** Task instructions **
Emit the line that holds "map view as" and all lines following it through the end of the data, verbatim, and nothing else.

(Collected data)
# # # # # # #
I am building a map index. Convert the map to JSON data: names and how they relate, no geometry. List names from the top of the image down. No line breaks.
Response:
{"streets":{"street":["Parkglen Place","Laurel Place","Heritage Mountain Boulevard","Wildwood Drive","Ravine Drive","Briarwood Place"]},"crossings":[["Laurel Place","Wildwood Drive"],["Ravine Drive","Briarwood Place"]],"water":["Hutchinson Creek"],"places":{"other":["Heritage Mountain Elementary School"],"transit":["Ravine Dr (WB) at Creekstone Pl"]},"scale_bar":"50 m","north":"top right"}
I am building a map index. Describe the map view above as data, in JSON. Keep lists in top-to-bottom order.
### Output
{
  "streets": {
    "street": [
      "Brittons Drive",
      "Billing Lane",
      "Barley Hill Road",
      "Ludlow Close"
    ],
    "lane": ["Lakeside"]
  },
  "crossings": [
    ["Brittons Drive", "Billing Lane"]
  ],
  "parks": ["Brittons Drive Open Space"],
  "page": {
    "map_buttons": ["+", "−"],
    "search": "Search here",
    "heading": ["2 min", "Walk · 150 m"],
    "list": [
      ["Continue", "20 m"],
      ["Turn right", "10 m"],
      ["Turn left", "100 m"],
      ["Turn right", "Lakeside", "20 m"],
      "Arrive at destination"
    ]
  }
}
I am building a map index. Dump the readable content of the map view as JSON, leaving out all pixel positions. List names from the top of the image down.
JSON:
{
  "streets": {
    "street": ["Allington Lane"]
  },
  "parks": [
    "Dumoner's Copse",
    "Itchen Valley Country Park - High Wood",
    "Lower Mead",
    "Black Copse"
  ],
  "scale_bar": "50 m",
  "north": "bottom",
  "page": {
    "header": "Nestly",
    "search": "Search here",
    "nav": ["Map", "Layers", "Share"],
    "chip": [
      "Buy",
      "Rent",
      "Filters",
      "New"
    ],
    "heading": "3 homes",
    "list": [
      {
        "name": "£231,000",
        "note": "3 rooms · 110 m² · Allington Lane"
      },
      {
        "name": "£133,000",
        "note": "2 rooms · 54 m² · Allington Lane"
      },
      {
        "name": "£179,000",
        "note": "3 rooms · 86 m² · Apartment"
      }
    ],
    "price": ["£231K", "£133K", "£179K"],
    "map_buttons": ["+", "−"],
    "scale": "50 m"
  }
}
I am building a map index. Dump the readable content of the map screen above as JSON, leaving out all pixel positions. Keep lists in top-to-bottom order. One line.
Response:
# # # # # # #
** Answer for the task **
I am building a map index. Dump the readable content of the map view as JSON, leaving out all pixel positions. List names from the top of the image down.
JSON:
{
  "streets": {
    "street": ["Allington Lane"]
  },
  "parks": [
    "Dumoner's Copse",
    "Itchen Valley Country Park - High Wood",
    "Lower Mead",
    "Black Copse"
  ],
  "scale_bar": "50 m",
  "north": "bottom",
  "page": {
    "header": "Nestly",
    "search": "Search here",
    "nav": ["Map", "Layers", "Share"],
    "chip": [
      "Buy",
      "Rent",
      "Filters",
      "New"
    ],
    "heading": "3 homes",
    "list": [
      {
        "name": "£231,000",
        "note": "3 rooms · 110 m² · Allington Lane"
      },
      {
        "name": "£133,000",
        "note": "2 rooms · 54 m² · Allington Lane"
      },
      {
        "name": "£179,000",
        "note": "3 rooms · 86 m² · Apartment"
      }
    ],
    "price": ["£231K", "£133K", "£179K"],
    "map_buttons": ["+", "−"],
    "scale": "50 m"
  }
}
I am building a map index. Dump the readable content of the map screen above as JSON, leaving out all pixel positions. Keep lists in top-to-bottom order. One line.
Response:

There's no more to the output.